One of my fondest memories of Mama was how she would take us to Iloilo City every December so we could buy clothes to wear on Christmas Day. She always let us pick whatever clothes we want, and she made sure that each of us came home happy.

Mama had her own way of imposing discipline on us. Every time we misbehaved inside the church, she would scold us the moment we arrived home from mass. She insisted that we come home before dinnertime so we could all sit together at the table during the meal. Sleep overs at a friend’s house were not allowed even during our teenage years. She argued that we have a house to come home to, therefore there was no reason for us to sleep at someone else’s.

No matter how busy she was at work, she was there whenever we needed her. She would always find time to attend parents’ and teachers’ conferences, recognition programs, and other school-related activities.

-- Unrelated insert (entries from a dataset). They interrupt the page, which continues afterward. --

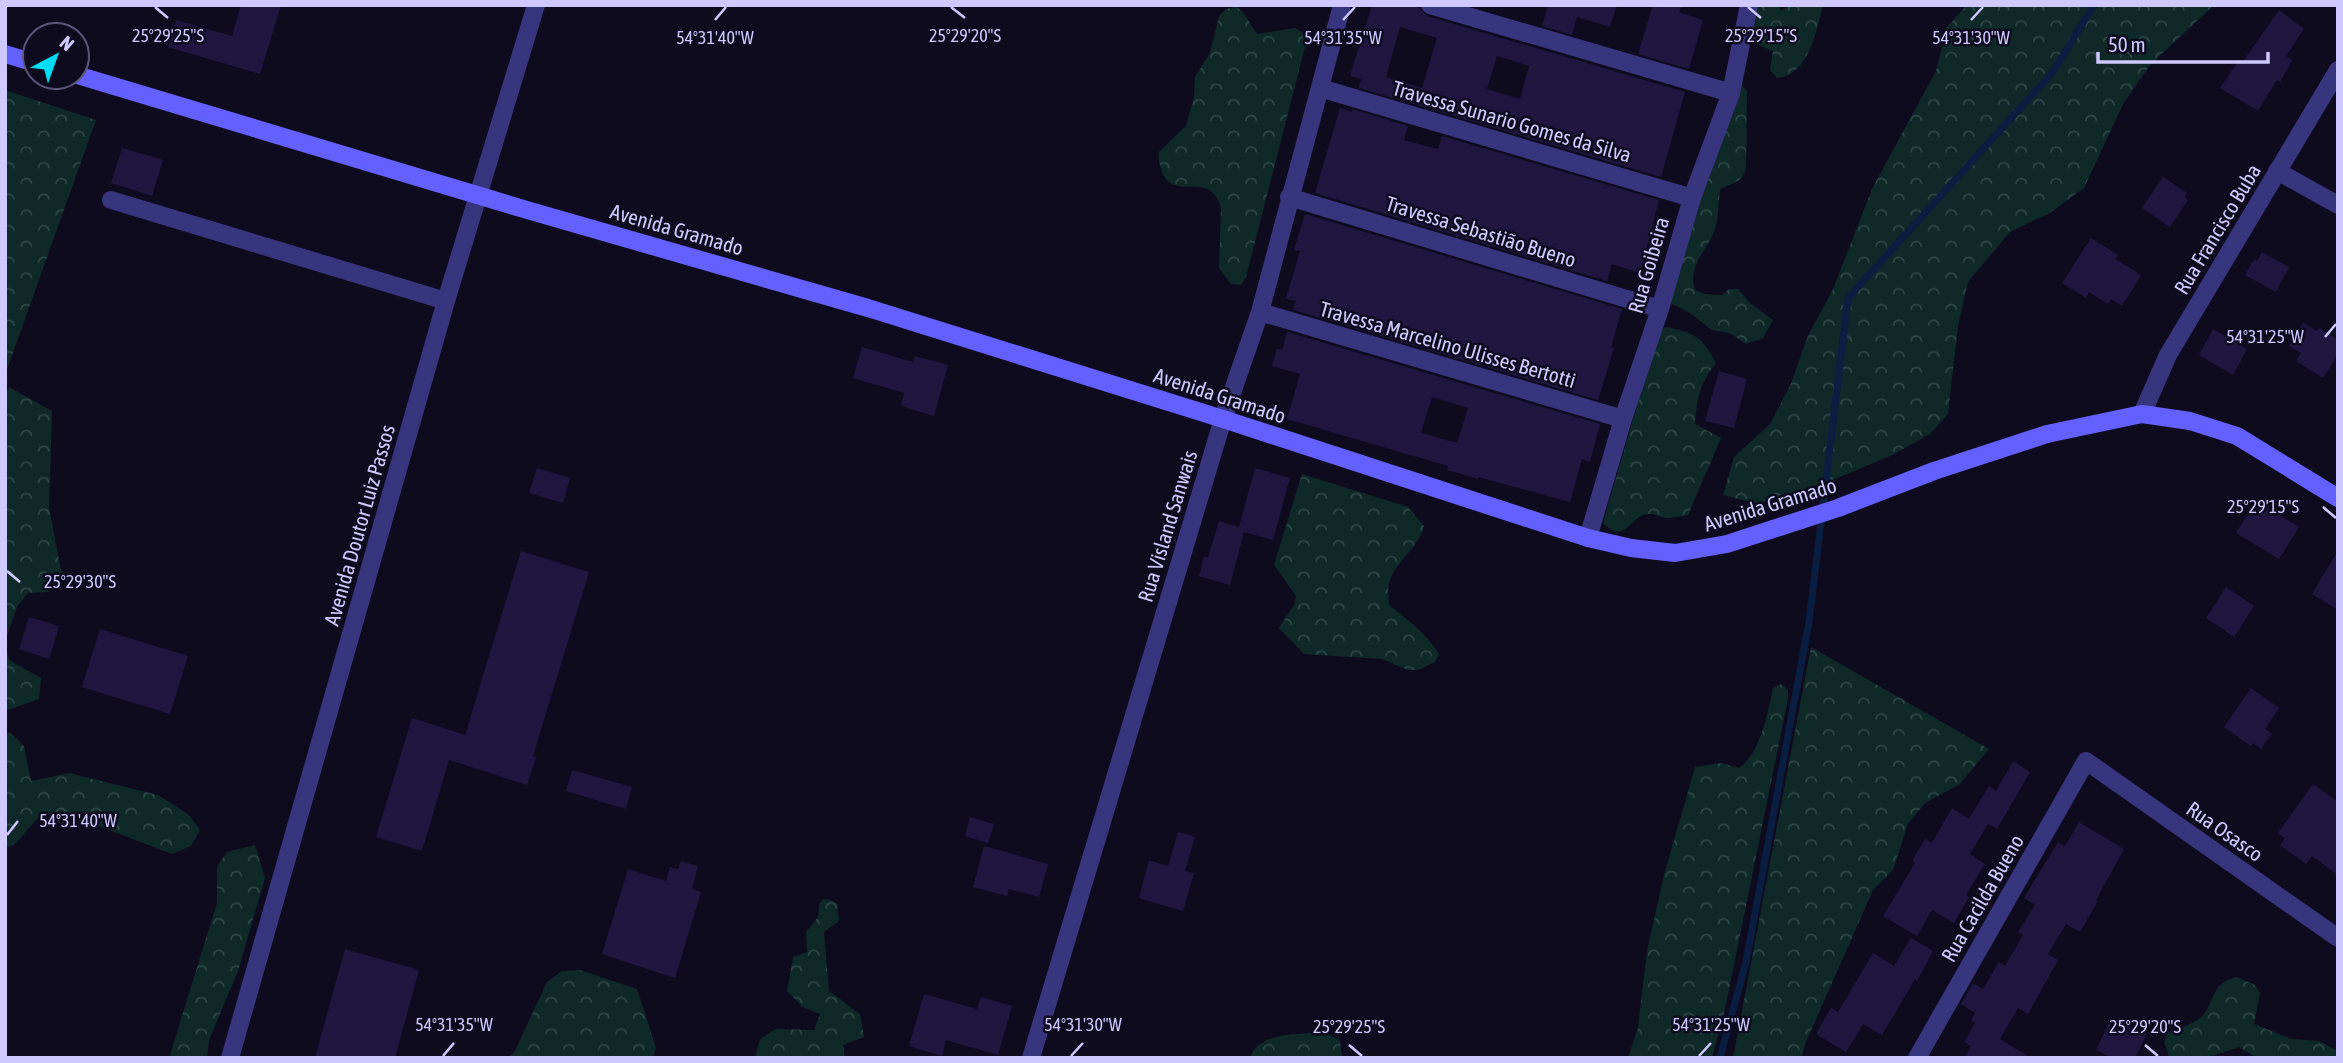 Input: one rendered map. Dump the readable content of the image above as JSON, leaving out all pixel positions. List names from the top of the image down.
{
  "streets": {
    "street": [
      "Travessa Sunario Gomes da Silva",
      "Avenida Gramado",
      "Rua Francisco Buba",
      "Travessa Sebastião Bueno",
      "Rua Goibeira",
      "Travessa Marcelino Ulisses Bertotti",
      "Avenida Doutor Luiz Passos",
      "Rua Visland Sanwais",
      "Rua Osasco",
      "Rua Cacilda Bueno"
    ]
  },
  "crossings": [
    ["Travessa Sunario Gomes da Silva", "Rua Goibeira"],
    ["Travessa Sunario Gomes da Silva", "Rua Visland Sanwais"],
    ["Avenida Gramado", "Rua Francisco Buba"],
    ["Avenida Gramado", "Rua Goibeira"],
    ["Avenida Gramado", "Avenida Doutor Luiz Passos"],
    ["Avenida Gramado", "Rua Visland Sanwais"],
    ["Travessa Sebastião Bueno", "Rua Goibeira"],
    ["Travessa Sebastião Bueno", "Rua Visland Sanwais"],
    ["Rua Goibeira", "Travessa Marcelino Ulisses Bertotti"],
    ["Travessa Marcelino Ulisses Bertotti", "Rua Visland Sanwais"],
    ["Rua Osasco", "Rua Cacilda Bueno"]
  ],
  "scale_bar": "50 m",
  "north": "top right",
  "coordinates": [
    "25°29'25\"S",
    "25°29'20\"S",
    "25°29'15\"S",
    "54°31'40\"W",
    "54°31'30\"W",
    "54°31'35\"W",
    "54°31'25\"W",
    "25°29'30\"S"
  ]
} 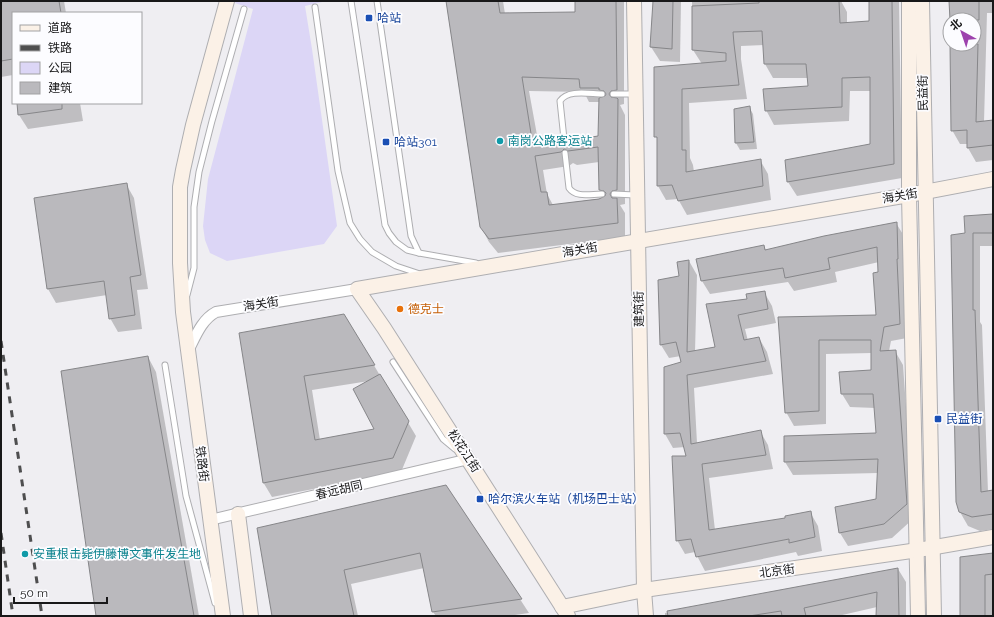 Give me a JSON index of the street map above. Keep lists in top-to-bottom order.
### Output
{
  "streets": {
    "main road": [
      "民益街",
      "海关街",
      "建筑街",
      "松花江街",
      "铁路街",
      "北京街"
    ],
    "street": ["春远胡同"]
  },
  "crossings": [
    ["民益街", "海关街"],
    ["民益街", "北京街"],
    ["海关街", "建筑街"],
    ["海关街", "松花江街"],
    ["海关街", "铁路街"],
    ["建筑街", "北京街"],
    ["松花江街", "春远胡同"],
    ["松花江街", "北京街"],
    ["铁路街", "春远胡同"]
  ],
  "places": {
    "transit": [
      "哈站",
      "哈站301",
      "民益街",
      "哈尔滨火车站（机场巴士站）"
    ],
    "other": ["南岗公路客运站", "德克士", "安重根击毙伊藤博文事件发生地"]
  },
  "legend": [
    "道路",
    "铁路",
    "公园",
    "建筑"
  ],
  "scale_bar": "50 m",
  "north": "top left"
}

Growing up in the comfort of our home, I was fortunate to have her by my side. She would listen  as I talked about my dreams and what I hoped to reach in life. She was proud of every little thing I had achieved and would remind me every so often to keep my feet firmly planted on the ground.

She wanted my life to be good. And no matter how surprised she was by my sometimes foolish choices, she would still welcome me with her arms wide open every time I came home bruised by life’s battles, exhausted by my choices, and consumed by my passions.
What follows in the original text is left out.